→ **AIM OF THE EXERCISE**
In the data, extract each line that holds the string "lines".

┌──

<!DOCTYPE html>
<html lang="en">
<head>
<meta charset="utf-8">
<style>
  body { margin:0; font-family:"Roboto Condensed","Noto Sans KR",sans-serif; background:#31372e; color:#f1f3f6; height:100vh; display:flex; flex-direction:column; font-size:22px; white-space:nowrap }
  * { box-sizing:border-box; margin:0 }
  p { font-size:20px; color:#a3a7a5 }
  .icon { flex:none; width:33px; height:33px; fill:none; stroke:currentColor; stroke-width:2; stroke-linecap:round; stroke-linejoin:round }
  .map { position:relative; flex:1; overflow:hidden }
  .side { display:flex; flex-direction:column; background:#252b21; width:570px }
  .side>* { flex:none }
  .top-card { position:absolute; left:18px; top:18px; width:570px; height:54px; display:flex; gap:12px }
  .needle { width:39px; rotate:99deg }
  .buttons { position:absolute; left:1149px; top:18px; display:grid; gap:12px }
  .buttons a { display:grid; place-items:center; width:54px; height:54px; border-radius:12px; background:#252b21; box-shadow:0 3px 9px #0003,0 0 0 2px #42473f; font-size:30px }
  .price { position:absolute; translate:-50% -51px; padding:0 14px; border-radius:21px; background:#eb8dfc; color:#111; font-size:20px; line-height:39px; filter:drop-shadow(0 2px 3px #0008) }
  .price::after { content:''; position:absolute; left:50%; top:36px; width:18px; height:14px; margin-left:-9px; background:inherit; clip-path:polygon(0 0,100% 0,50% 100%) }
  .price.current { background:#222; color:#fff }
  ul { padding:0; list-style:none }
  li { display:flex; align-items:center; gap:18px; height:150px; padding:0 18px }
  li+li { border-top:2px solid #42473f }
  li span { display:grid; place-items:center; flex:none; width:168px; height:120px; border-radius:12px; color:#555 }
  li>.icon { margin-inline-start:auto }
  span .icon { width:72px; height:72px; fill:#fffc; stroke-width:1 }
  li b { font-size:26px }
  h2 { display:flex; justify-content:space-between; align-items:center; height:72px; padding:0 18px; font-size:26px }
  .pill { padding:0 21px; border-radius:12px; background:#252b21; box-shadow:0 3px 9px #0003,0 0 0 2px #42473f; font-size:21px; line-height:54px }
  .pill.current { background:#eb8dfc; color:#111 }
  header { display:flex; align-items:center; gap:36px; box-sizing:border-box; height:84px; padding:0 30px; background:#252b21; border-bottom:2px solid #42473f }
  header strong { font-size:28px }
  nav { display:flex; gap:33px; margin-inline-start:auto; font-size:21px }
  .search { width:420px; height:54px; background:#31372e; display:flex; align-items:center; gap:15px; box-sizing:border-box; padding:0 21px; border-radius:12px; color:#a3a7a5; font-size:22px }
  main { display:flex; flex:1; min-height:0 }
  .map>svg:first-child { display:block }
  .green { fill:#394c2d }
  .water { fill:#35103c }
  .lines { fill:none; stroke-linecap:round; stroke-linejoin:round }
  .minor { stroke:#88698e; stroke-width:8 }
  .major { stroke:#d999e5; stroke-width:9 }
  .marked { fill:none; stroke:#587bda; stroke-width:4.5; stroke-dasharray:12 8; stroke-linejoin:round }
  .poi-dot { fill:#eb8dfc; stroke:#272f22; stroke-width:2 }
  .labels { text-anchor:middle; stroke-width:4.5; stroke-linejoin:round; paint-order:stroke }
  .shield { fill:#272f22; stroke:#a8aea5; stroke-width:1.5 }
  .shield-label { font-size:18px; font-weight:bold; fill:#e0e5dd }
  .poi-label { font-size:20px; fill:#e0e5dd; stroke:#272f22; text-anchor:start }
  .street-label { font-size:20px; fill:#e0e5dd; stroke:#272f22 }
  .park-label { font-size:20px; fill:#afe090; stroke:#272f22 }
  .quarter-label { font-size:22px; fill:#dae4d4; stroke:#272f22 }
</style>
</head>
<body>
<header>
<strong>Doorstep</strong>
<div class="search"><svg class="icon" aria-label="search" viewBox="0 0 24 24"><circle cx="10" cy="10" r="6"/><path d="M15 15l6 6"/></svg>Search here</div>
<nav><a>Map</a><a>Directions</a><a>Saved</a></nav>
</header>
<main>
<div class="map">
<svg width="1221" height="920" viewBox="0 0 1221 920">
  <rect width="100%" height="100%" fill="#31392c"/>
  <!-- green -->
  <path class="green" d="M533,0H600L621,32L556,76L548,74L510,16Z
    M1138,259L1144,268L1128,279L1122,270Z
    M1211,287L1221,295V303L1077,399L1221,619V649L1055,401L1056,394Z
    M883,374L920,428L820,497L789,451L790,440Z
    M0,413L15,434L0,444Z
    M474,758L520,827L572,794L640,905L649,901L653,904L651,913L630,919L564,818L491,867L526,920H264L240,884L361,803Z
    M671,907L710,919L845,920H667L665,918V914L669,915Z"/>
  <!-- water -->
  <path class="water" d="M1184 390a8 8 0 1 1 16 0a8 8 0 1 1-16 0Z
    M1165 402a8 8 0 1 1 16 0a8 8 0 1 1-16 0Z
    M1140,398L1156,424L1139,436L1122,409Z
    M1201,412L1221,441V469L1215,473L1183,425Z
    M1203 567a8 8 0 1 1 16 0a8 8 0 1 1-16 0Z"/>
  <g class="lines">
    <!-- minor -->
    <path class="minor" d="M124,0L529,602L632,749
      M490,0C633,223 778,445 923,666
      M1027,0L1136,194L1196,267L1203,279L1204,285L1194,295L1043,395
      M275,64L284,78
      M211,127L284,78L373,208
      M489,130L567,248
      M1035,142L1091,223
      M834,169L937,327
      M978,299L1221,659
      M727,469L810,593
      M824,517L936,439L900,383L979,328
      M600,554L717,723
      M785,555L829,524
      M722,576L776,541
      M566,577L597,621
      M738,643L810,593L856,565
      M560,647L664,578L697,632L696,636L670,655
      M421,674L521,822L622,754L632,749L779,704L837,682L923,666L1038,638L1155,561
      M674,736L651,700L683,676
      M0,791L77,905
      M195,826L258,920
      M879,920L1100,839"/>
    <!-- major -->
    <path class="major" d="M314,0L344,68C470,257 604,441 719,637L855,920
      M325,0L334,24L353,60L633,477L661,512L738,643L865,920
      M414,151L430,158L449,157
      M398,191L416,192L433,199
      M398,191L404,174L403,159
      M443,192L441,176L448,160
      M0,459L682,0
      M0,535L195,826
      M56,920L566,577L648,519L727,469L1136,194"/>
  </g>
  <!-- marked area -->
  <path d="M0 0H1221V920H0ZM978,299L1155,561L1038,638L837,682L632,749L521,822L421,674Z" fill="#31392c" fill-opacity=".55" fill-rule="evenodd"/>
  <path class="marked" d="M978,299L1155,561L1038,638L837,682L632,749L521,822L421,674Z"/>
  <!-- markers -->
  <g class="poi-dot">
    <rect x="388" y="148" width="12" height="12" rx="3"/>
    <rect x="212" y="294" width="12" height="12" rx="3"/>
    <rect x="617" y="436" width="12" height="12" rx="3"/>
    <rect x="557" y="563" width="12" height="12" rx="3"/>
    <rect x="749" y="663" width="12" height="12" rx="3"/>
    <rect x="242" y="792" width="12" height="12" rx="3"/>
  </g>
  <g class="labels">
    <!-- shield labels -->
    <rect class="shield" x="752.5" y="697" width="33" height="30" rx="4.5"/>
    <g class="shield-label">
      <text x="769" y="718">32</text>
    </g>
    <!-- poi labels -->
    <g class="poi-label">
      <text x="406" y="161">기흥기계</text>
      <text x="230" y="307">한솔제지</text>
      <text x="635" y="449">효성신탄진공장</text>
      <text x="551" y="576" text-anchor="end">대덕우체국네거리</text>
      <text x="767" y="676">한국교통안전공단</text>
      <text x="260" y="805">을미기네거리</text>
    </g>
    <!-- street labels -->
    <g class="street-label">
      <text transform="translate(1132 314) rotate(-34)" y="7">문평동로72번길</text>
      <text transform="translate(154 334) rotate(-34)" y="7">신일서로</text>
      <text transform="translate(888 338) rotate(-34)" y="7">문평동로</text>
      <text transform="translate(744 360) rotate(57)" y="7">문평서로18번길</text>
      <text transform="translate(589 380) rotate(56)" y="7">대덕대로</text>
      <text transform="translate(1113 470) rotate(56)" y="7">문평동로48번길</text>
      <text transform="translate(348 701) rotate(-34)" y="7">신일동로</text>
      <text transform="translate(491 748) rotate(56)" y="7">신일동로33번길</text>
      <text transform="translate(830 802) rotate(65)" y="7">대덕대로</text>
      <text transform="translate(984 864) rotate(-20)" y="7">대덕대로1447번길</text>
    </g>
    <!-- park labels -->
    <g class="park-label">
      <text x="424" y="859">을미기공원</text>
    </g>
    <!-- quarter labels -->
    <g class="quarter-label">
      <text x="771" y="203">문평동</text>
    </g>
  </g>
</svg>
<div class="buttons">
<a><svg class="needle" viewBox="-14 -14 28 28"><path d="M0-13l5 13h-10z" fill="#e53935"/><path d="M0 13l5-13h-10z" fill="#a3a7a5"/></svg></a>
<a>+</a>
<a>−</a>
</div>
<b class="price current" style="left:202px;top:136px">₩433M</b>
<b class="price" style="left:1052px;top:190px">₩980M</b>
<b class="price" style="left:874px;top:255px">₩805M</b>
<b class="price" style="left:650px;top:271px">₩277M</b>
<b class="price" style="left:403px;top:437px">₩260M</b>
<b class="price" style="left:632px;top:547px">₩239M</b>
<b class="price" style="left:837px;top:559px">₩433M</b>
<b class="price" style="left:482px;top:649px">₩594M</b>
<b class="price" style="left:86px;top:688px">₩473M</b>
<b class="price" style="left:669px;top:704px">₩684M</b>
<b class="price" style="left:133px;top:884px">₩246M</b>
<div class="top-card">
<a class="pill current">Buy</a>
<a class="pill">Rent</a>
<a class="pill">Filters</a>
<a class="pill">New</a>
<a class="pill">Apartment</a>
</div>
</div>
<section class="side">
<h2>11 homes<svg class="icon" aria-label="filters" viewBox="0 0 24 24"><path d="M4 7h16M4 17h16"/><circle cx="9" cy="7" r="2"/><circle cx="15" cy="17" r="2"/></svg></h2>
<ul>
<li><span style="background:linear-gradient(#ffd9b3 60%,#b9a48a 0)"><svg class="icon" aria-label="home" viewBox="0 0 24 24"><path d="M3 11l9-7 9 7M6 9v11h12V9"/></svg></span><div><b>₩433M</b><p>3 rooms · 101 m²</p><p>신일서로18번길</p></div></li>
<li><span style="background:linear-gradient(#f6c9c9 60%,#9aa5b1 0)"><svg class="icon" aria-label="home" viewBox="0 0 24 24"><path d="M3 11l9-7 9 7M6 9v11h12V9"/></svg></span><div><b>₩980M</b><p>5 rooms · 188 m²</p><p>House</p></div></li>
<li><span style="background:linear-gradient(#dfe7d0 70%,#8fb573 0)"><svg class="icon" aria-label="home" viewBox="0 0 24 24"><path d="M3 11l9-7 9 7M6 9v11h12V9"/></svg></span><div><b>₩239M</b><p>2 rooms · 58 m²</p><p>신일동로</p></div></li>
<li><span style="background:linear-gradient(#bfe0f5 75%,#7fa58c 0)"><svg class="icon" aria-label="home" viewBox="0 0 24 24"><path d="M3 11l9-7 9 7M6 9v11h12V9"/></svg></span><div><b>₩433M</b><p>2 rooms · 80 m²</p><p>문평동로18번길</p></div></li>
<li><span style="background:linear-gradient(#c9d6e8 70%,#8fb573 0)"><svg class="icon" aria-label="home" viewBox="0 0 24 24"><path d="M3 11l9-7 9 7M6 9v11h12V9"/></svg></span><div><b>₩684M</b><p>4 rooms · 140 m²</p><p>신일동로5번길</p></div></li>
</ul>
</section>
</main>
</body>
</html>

└──

→ **RESULT OF THE TASK**
  .lines { fill:none; stroke-linecap:round; stroke-linejoin:round }
  <g class="lines">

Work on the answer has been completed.